BACKGROUND: Nck1 is an important molecule that participates in many cellular processes, including neurite outgrowth, synaptic plasticity, and apoptosis. However, the expression and function of Nck1 in the spinal cord and spinal cord injury remain unknown. AIMS: To investigate the role of Nck1 in spinal cord injury. STUDY DESIGN: Animal experimentation. METHODS: Adult Sprague–Dawley rats were used to establish an acute spinal cord injury model. Double immunofluorescence staining, Western blot, and quantitative reverse transcription polymerase chain reaction analysis were used to investigate the distribution, cellular localization, and expression of Nck1 in spinal cord injury processes. Short interfering RNA was used to silence Nck1 expression in VSC4.1 cells. The Shapiro–Wilk test was used for the normality distribution analysis; the Student’s unpaired t-test, 1-way analysis of variance followed by post hoc Tukey’s test were used for data analysis. Finally, RNA sequencing technology and gene ontology analysis were used to analyze the changes in Nck1-associated genes expression after spinal cord injury. RESULTS: Colabeled staining demonstrated that Nck1 was especially distributed in neurons. Western blot, quantitative reverse transcription polymerase chain reaction, and statistical analysis revealed that Nck1 expression reduced to the lowest levels at 1 day after nerve injury, and slowly increased to a stable level in 21 days (P < .05).

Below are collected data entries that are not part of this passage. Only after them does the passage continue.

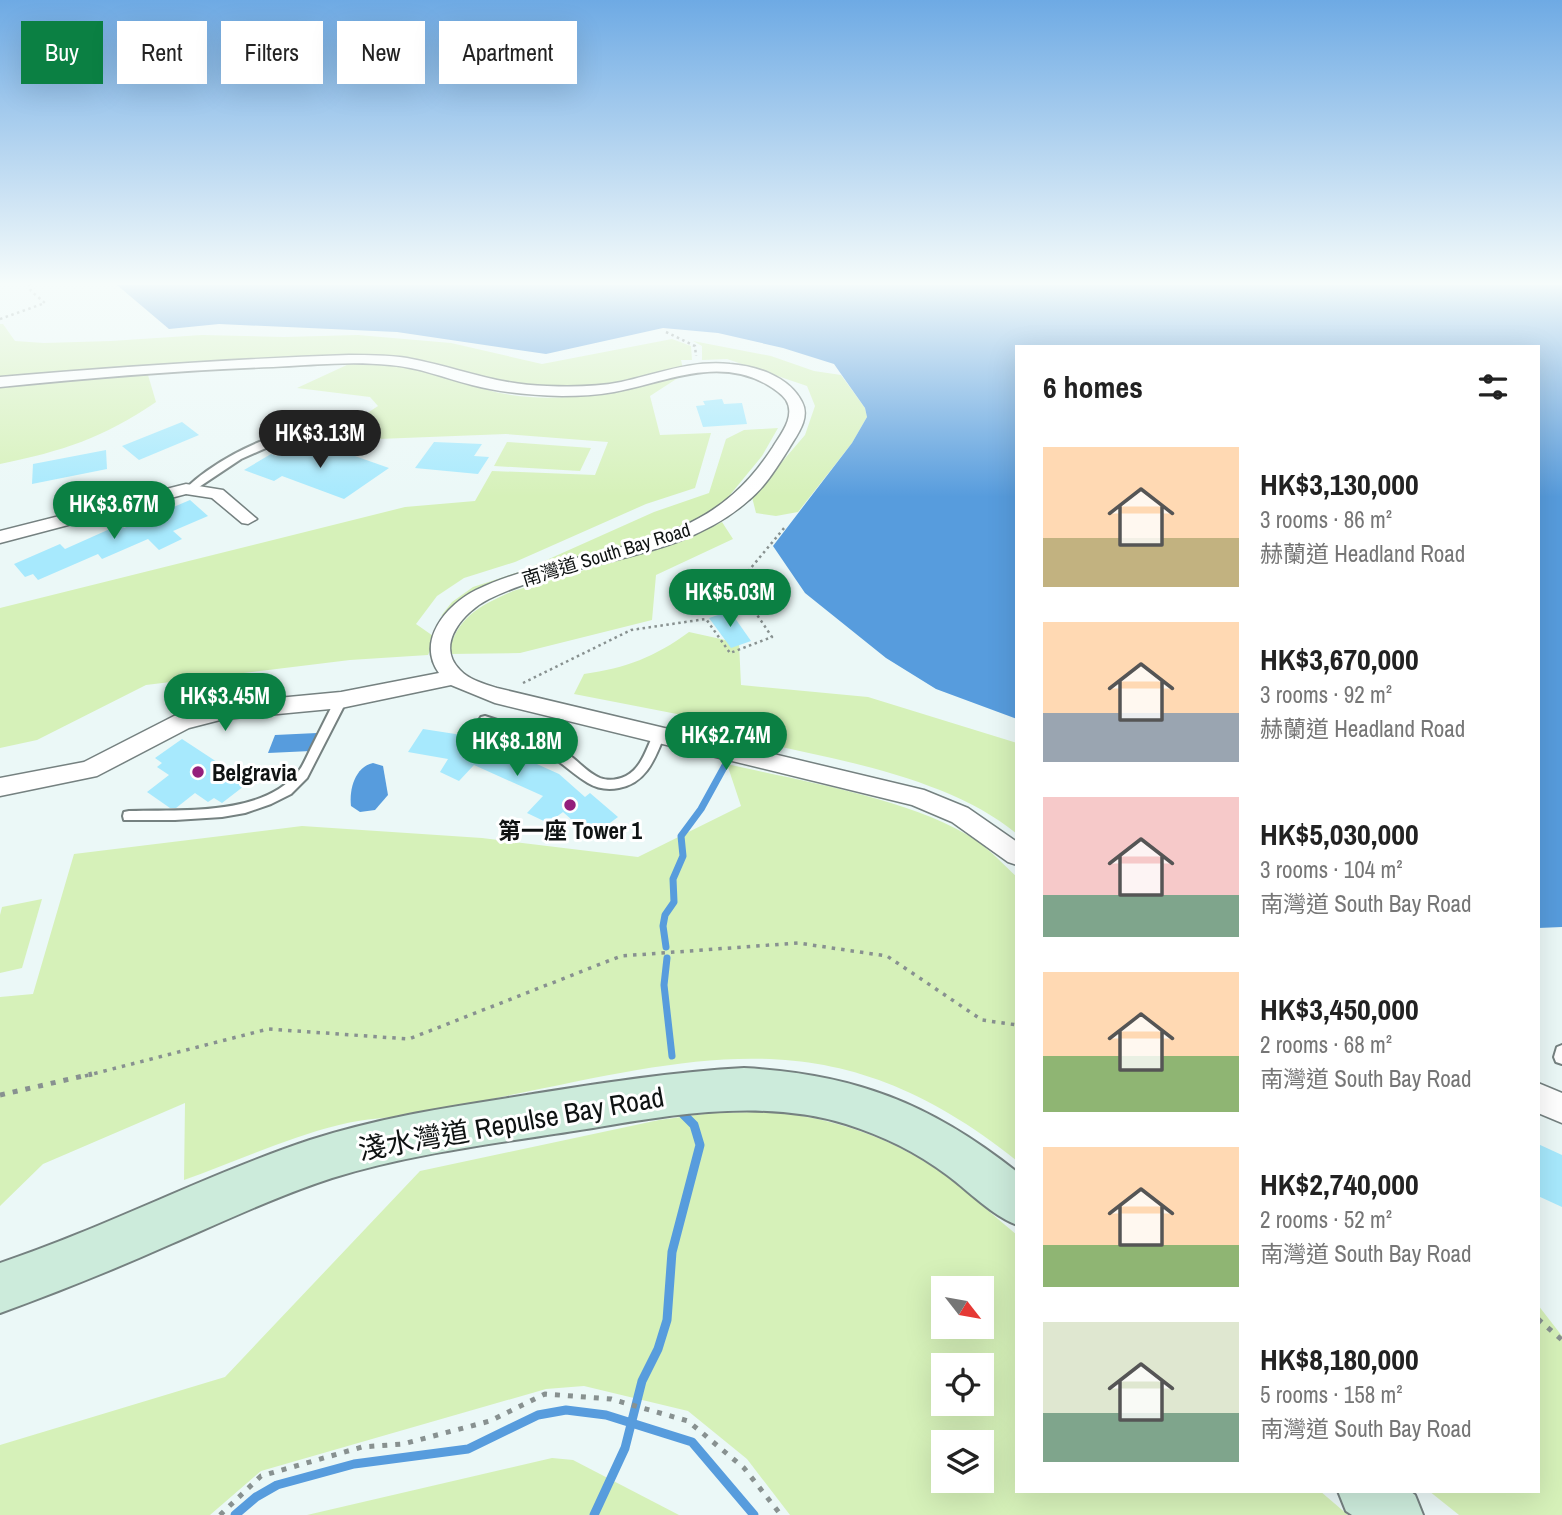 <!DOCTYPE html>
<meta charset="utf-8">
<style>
:root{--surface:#fff;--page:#f6f6f6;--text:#222;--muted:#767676;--accent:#0b8043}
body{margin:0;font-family:"Archivo Narrow","Noto Sans TC",sans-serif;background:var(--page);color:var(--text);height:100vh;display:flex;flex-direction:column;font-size:26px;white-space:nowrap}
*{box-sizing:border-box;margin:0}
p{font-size:23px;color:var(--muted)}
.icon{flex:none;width:38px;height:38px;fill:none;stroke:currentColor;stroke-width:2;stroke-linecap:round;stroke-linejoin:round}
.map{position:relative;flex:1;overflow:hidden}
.sheet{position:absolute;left:1015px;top:345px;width:525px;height:1148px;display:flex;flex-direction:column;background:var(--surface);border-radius:0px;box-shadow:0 7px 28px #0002}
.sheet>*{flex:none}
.hud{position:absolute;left:21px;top:21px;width:665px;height:63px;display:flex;gap:14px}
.needle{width:46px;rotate:121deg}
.fabs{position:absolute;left:931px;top:1276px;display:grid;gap:14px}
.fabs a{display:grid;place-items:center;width:63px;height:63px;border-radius:0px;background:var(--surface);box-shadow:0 7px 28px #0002;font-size:35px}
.price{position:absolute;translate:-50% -60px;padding:0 16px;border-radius:24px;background:var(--accent);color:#fff;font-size:23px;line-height:46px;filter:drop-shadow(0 2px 4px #0008)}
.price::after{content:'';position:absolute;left:50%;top:42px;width:21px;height:16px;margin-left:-10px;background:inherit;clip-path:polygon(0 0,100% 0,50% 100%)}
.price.active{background:#222;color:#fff}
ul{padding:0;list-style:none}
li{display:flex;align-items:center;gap:21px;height:175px;padding:0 28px}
li span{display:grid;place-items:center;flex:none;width:196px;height:140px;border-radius:0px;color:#555}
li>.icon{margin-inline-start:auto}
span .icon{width:84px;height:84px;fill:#fffc;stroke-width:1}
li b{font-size:30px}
h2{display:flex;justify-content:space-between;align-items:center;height:84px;padding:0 28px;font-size:30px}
.chip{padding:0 24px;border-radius:0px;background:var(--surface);box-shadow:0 7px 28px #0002;font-size:24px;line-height:63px}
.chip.active{background:var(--accent);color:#fff}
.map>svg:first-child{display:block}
.green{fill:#d6f1b9;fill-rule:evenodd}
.water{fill:#579cdd}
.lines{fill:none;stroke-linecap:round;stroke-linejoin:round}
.stream-far1{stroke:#579cdd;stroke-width:7}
.stream{stroke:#579cdd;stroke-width:9}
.building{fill:#a7e9fd}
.lane-casing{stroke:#758180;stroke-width:4}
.street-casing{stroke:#758180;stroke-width:3}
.secondary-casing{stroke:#758180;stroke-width:4}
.path-far2{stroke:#889190;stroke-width:2.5;stroke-dasharray:2.5 3.5;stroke-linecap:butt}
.path-far1{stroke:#889190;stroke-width:3.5;stroke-dasharray:3.5 6;stroke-linecap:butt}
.path{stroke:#889190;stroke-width:5;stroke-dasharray:5 8;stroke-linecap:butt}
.lane{fill:#fff;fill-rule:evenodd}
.street{fill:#fff;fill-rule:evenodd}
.secondary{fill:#ccebdb;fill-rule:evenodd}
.poi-dot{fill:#941f7c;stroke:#fff;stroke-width:2.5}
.labels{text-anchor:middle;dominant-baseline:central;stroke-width:6;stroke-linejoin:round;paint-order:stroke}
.far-street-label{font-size:19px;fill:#0f1313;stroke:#fff}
.poi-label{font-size:23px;font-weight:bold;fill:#0f1313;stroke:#fff;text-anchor:start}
.near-street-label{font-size:28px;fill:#0f1313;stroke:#fff}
</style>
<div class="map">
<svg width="1562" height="1515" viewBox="0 0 1562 1515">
<rect width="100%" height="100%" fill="#ebf8f7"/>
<g class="green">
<polygon points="0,324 3,324 15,341 44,343 111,341 202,335 284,337 358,335 451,343 542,364 672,339 691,346 692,360 681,360 683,369 622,385 545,393 430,367 352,359 0,381"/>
<polygon points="693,341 771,356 814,371 841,375 865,408 867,417 852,443 798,512 776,516 756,513 752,497 805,435 815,406 807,386 727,359 702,360 702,346"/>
<path d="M349,364c25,0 49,0 74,6 30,8 57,20 88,25 60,9 116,-6 173,-21l-34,22 10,39 51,-2 -16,55 -49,16 -131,58 -51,16 -27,18 -21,28 20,14 -8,17 -78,5 -204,25 -109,55 -37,8v-140l405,-101 70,-6 17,-30 103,4 13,-33 -102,-8 -128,5 -24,-17 24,-16 -8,-9 -73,-9z"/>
<path d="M148,375l8,27c-53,36 -93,49 -156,62v-77z"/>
<polygon points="778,428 762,456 716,512 667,533 506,581 441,616 452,602 473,587 522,571 654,512 709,493 726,439 744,430"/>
<polygon points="507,442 591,448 580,471 494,466"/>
<path d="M722,522l11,17 -77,36 -4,45 -132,33 -72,1c10,-38 30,-47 65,-63l163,-48z"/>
<path d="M689,632l50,11 2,42 127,12 149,46v91c-74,-62 -207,-79 -300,-101l-4,-12 -139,-27 10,-20c42,-6 71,-17 105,-42z"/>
<path d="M727,764c73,17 189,35 250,77 14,10 27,24 40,36v284c-178,-143 -307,-107 -511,-65 -30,6 -59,13 -89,18 -25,4 -53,4 -78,11 -53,13 -104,37 -155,55l1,-77 -142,61 -43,42v-209l33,-3 41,-140 228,-28 180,12 156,19 103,-51z"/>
<polygon points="42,899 22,968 0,973 0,915 2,907"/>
<path d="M761,1112c59,2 122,22 172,55 30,20 56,45 84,68v256h303l28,24h-558l-43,-56 -59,-48 -104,-25 -38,3 -285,82 -51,44h-210v-70l225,-68 195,-206 239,-51 52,-7zM943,1288h39v38h-39zM943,1365h39v39h-39zM943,1442h39v38h-39z"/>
<polygon points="1538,1305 1562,1336 1562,1515 1459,1515 1429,1491 1538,1491"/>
<polygon points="552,1458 573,1460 679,1515 307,1515"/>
</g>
<g class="water">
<polygon points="117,285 1562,285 1562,927 1538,928 1538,346 1017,346 1017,719 936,689 886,658 805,593 773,546 852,443 867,417 865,408 834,364 783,348 718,333 663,328 546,354 397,332 219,324 169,329"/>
<polygon points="317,733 311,751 268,753 275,735"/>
<path d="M373,763l10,3 5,29 -13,15 -15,2 -9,-6c-2,-17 4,-39 22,-43z"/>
</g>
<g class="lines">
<g class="stream-far1">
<polyline points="666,947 663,926 665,915 674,902 673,879 683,856 681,836 701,809 728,760"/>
<polyline points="667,958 664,985 672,1056"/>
</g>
<g class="stream">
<polyline points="235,1515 256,1497 277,1485 354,1464 468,1449 538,1415 566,1410 606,1415 692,1442 754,1515"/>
<polyline points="594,1515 625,1448 642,1381 658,1349 667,1320 672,1252 700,1145 694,1125 680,1111"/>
</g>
</g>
<g class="building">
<polygon points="722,399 724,404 742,403 747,424 703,427 696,406 705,405 703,401"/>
<polygon points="182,422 199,435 139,460 122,446"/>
<polygon points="434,442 482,444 474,456 489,457 478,474 415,468"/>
<polygon points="298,443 328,453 335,449 389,468 344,499 282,476 274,481 244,470 271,454 277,456"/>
<polygon points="106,450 107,469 32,484 33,464"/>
<polygon points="190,500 208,516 173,531 182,539 159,550 148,539 102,559 98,554 38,580 33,574 25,577 14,564 60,544 65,549 121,524 124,528"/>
<polygon points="730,611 751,641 731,648 709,618"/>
<polygon points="423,729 462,735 459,740 497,746 559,774 585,797 590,793 618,817 591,837 563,812 548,823 527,813 543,796 474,765 459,781 440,772 448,759 408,752"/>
<polygon points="182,739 217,762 248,783 222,803 214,798 208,802 195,793 176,808 170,808 147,792 169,775 157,767 162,763 155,758"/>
<polygon points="1538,1144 1562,1155 1562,1207 1538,1196"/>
</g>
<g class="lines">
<g class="lane-casing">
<g id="lane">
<path d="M290,431l4,3 -1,2 -52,23 -48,32h-6l-2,-2c28,-27 68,-47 105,-58z"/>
<path d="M341,696l6,4 -40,78 -16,16 -20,10 -26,9 -23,4 -47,3h-51l-1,-4 1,-4 5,-1c51,-2 133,6 169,-39 5,-6 9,-16 13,-24 8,-16 16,-32 24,-48z"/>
<path d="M485,716c29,9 58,22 84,39 10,7 19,18 31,23 8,3 19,2 26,-2 17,-9 21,-30 29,-45h8l2,3c-10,24 -18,49 -46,54 -11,2 -21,1 -31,-5 -14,-8 -25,-20 -39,-28 -21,-13 -45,-23 -68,-32l-2,-3 2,-3z"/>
<polygon points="1562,1045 1562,1064 1556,1062 1554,1057 1557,1047"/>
</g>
</g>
<g class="street-casing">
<g id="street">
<path d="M349,355c20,0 39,0 58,3 49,9 89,27 140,28 25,1 49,1 74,-4 37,-8 69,-22 109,-18 26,2 59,12 72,38 9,17 -6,34 -14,48 -11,17 -23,37 -39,50 -72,64 -177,58 -260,99 -24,12 -55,45 -29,71 9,10 25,14 37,18l427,102 44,18 49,34v23l-9,-3 -56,-40 -40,-17 -417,-102 -44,-18 -110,23 -117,11 -35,9 -92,48 -97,20v-18l84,-16 90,-46 50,-13 117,-11 98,-19c-23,-32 7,-68 37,-83 65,-31 139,-34 205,-63 41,-18 68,-43 92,-80 8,-13 23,-31 13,-47 -5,-7 -13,-12 -20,-16 -50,-28 -102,-1 -152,8 -17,3 -35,4 -52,4 -31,-1 -60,-3 -90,-11 -28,-7 -54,-18 -82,-20 -39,-4 -78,0 -117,2 -91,3 -182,11 -273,20v-10c116,-10 233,-18 349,-22z"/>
<polygon points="186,484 223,490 257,519 248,524 242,523 212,498 186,494 0,543 0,531"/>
<polygon points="1538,1083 1562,1093 1562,1123 1538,1113"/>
</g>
</g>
<g class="secondary-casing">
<g id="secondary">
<path d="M744,1068c110,6 186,35 273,104v53c-27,-11 -47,-33 -70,-50 -30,-23 -66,-40 -101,-51 -82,-25 -171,-10 -253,4 -87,14 -177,24 -261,50 -55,18 -108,43 -161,66 -56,25 -113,48 -171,69v-50c105,-35 205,-88 310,-123 73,-24 148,-34 223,-46 70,-11 139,-22 211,-26z"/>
<polygon points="1338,1491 1410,1491 1415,1495 1423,1515 1352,1515 1346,1511"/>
</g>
</g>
<g class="path-far2">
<polyline points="0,319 45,303 31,291 29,285"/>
<polyline points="666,332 695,346 696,356"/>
<polyline points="523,683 631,630 706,619 730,653 772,637 745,597 740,581 785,527"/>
</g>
<polyline class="path-far1" points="85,1076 268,1029 409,1039 621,956 798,943 887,956 982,1020 1017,1025"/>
<g class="path">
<polyline points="0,1095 92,1074"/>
<polyline points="1538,1319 1562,1340"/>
<polyline points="220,1515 261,1476 362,1447 403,1444 490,1421 545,1394 611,1399 688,1421 744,1468 781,1515"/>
</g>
<use href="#lane" class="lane"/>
<use href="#street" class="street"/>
<use href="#secondary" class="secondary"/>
</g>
<linearGradient id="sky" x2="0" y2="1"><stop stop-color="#6eaae4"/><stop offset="0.57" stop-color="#f6fcfb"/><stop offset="1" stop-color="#f6fcfb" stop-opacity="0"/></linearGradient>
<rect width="1562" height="497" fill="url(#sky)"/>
<g class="poi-dot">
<circle cx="198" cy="772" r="7"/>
<circle cx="570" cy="805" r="7"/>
</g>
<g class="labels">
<g class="far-street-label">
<text transform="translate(606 554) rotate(-17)">南灣道 South Bay Road</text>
</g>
<g class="poi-label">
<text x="212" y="772">Belgravia</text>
<text x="570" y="830" text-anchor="middle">第一座 Tower 1</text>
</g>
<g class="near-street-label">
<text transform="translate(511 1123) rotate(-10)">淺水灣道 Repulse Bay Road</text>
</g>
</g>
</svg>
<div class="fabs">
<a><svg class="needle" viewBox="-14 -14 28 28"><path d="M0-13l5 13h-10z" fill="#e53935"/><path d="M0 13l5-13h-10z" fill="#767676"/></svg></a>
<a><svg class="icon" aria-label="locate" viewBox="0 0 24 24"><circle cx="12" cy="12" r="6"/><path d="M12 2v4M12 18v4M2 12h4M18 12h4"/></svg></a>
<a><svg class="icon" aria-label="layers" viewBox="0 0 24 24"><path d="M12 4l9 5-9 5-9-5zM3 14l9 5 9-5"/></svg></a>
</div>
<b class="price active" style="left:320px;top:470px">HK$3.13M</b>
<b class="price" style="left:114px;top:541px">HK$3.67M</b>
<b class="price" style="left:730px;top:629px">HK$5.03M</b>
<b class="price" style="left:225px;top:733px">HK$3.45M</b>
<b class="price" style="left:726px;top:772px">HK$2.74M</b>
<b class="price" style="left:517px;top:778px">HK$8.18M</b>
<div class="hud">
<a class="chip active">Buy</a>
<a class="chip">Rent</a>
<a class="chip">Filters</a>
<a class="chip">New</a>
<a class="chip">Apartment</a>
</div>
<section class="sheet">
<h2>6 homes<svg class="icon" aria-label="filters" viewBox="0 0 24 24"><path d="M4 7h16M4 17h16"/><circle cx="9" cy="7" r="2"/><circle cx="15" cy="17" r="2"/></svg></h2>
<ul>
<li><span style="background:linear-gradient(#ffd9b3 65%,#c2b280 0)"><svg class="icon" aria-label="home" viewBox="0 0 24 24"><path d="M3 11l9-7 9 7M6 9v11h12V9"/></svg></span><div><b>HK$3,130,000</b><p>3 rooms · 86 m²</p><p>赫蘭道 Headland Road</p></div></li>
<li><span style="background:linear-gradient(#ffd9b3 65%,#9aa5b1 0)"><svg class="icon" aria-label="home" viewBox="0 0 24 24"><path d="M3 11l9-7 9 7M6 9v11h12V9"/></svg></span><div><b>HK$3,670,000</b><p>3 rooms · 92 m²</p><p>赫蘭道 Headland Road</p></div></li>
<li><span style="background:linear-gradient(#f6c9c9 70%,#7fa58c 0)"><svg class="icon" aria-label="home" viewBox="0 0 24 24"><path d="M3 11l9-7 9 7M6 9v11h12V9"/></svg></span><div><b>HK$5,030,000</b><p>3 rooms · 104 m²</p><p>南灣道 South Bay Road</p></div></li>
<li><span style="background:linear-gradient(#ffd9b3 60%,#8fb573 0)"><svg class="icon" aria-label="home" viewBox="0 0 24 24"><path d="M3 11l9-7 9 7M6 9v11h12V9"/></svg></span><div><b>HK$3,450,000</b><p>2 rooms · 68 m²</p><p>南灣道 South Bay Road</p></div></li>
<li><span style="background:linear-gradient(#ffd9b3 70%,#8fb573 0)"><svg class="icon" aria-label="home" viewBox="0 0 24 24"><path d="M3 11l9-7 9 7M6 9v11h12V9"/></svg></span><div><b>HK$2,740,000</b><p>2 rooms · 52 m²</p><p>南灣道 South Bay Road</p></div></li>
<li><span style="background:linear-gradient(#dfe7d0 65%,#7fa58c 0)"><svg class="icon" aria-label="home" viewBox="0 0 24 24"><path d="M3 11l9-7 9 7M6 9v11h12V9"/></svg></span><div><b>HK$8,180,000</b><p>5 rooms · 158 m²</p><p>南灣道 South Bay Road</p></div></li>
</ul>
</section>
</div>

Nck1-specific short interfering RNA transfection significantly reduced cell viability and neurite development in neurons. Bioinformatic analysis indicated that Nck1 participates in multiple pathological processes of spinal cord injury, and many Nck1-associated genes exhibited differential expression levels. CONCLUSION: Nck1 is a vital protein in spinal cord injury processes and, therefore, further studies should be conducted to explore its potential functions and molecular mechanisms in spinal cord injury repair.